**EXTRACTED ENTRIES**:
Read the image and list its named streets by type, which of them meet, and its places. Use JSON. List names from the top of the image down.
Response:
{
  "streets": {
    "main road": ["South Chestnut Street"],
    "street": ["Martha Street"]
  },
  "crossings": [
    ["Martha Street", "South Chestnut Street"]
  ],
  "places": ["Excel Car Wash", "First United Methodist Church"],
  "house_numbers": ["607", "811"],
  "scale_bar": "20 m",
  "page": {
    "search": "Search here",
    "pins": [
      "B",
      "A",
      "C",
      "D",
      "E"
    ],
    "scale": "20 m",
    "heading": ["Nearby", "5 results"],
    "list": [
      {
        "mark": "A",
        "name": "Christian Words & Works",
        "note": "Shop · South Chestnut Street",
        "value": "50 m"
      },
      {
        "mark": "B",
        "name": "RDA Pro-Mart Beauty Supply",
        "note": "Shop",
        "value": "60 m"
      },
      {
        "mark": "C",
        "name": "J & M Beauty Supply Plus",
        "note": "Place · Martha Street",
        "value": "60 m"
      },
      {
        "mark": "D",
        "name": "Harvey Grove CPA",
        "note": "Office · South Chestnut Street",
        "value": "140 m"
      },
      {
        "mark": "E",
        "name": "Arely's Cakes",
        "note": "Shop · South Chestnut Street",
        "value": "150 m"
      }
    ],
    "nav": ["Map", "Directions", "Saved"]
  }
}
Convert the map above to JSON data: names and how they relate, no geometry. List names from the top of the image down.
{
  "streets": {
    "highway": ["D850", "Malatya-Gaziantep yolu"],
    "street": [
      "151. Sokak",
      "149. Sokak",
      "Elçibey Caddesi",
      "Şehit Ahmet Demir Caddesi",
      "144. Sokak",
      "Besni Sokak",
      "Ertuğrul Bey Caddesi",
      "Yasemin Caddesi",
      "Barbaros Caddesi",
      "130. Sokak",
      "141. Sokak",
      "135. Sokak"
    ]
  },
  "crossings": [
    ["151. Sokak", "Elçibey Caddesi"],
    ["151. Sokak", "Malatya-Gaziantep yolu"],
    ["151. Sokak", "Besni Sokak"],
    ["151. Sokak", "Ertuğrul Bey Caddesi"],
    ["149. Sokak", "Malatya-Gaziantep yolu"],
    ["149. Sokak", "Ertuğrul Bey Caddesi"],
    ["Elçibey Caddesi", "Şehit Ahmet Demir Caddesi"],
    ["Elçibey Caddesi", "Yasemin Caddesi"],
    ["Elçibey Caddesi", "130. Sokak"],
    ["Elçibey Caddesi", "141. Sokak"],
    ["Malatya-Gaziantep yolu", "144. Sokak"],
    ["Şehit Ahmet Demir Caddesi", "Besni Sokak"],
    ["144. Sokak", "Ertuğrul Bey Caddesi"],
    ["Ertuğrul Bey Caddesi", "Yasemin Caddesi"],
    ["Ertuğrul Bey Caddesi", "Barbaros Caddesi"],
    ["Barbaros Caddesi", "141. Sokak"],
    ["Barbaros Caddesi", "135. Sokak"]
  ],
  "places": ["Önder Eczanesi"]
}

**EXERCISE**:
The response should be a verbatim transcription of the data.

**EXERCISE RESULT**:
Read the image and list its named streets by type, which of them meet, and its places. Use JSON. List names from the top of the image down.
Response:
{
  "streets": {
    "main road": ["South Chestnut Street"],
    "street": ["Martha Street"]
  },
  "crossings": [
    ["Martha Street", "South Chestnut Street"]
  ],
  "places": ["Excel Car Wash", "First United Methodist Church"],
  "house_numbers": ["607", "811"],
  "scale_bar": "20 m",
  "page": {
    "search": "Search here",
    "pins": [
      "B",
      "A",
      "C",
      "D",
      "E"
    ],
    "scale": "20 m",
    "heading": ["Nearby", "5 results"],
    "list": [
      {
        "mark": "A",
        "name": "Christian Words & Works",
        "note": "Shop · South Chestnut Street",
        "value": "50 m"
      },
      {
        "mark": "B",
        "name": "RDA Pro-Mart Beauty Supply",
        "note": "Shop",
        "value": "60 m"
      },
      {
        "mark": "C",
        "name": "J & M Beauty Supply Plus",
        "note": "Place · Martha Street",
        "value": "60 m"
      },
      {
        "mark": "D",
        "name": "Harvey Grove CPA",
        "note": "Office · South Chestnut Street",
        "value": "140 m"
      },
      {
        "mark": "E",
        "name": "Arely's Cakes",
        "note": "Shop · South Chestnut Street",
        "value": "150 m"
      }
    ],
    "nav": ["Map", "Directions", "Saved"]
  }
}
Convert the map above to JSON data: names and how they relate, no geometry. List names from the top of the image down.
{
  "streets": {
    "highway": ["D850", "Malatya-Gaziantep yolu"],
    "street": [
      "151. Sokak",
      "149. Sokak",
      "Elçibey Caddesi",
      "Şehit Ahmet Demir Caddesi",
      "144. Sokak",
      "Besni Sokak",
      "Ertuğrul Bey Caddesi",
      "Yasemin Caddesi",
      "Barbaros Caddesi",
      "130. Sokak",
      "141. Sokak",
      "135. Sokak"
    ]
  },
  "crossings": [
    ["151. Sokak", "Elçibey Caddesi"],
    ["151. Sokak", "Malatya-Gaziantep yolu"],
    ["151. Sokak", "Besni Sokak"],
    ["151. Sokak", "Ertuğrul Bey Caddesi"],
    ["149. Sokak", "Malatya-Gaziantep yolu"],
    ["149. Sokak", "Ertuğrul Bey Caddesi"],
    ["Elçibey Caddesi", "Şehit Ahmet Demir Caddesi"],
    ["Elçibey Caddesi", "Yasemin Caddesi"],
    ["Elçibey Caddesi", "130. Sokak"],
    ["Elçibey Caddesi", "141. Sokak"],
    ["Malatya-Gaziantep yolu", "144. Sokak"],
    ["Şehit Ahmet Demir Caddesi", "Besni Sokak"],
    ["144. Sokak", "Ertuğrul Bey Caddesi"],
    ["Ertuğrul Bey Caddesi", "Yasemin Caddesi"],
    ["Ertuğrul Bey Caddesi", "Barbaros Caddesi"],
    ["Barbaros Caddesi", "141. Sokak"],
    ["Barbaros Caddesi", "135. Sokak"]
  ],
  "places": ["Önder Eczanesi"]
}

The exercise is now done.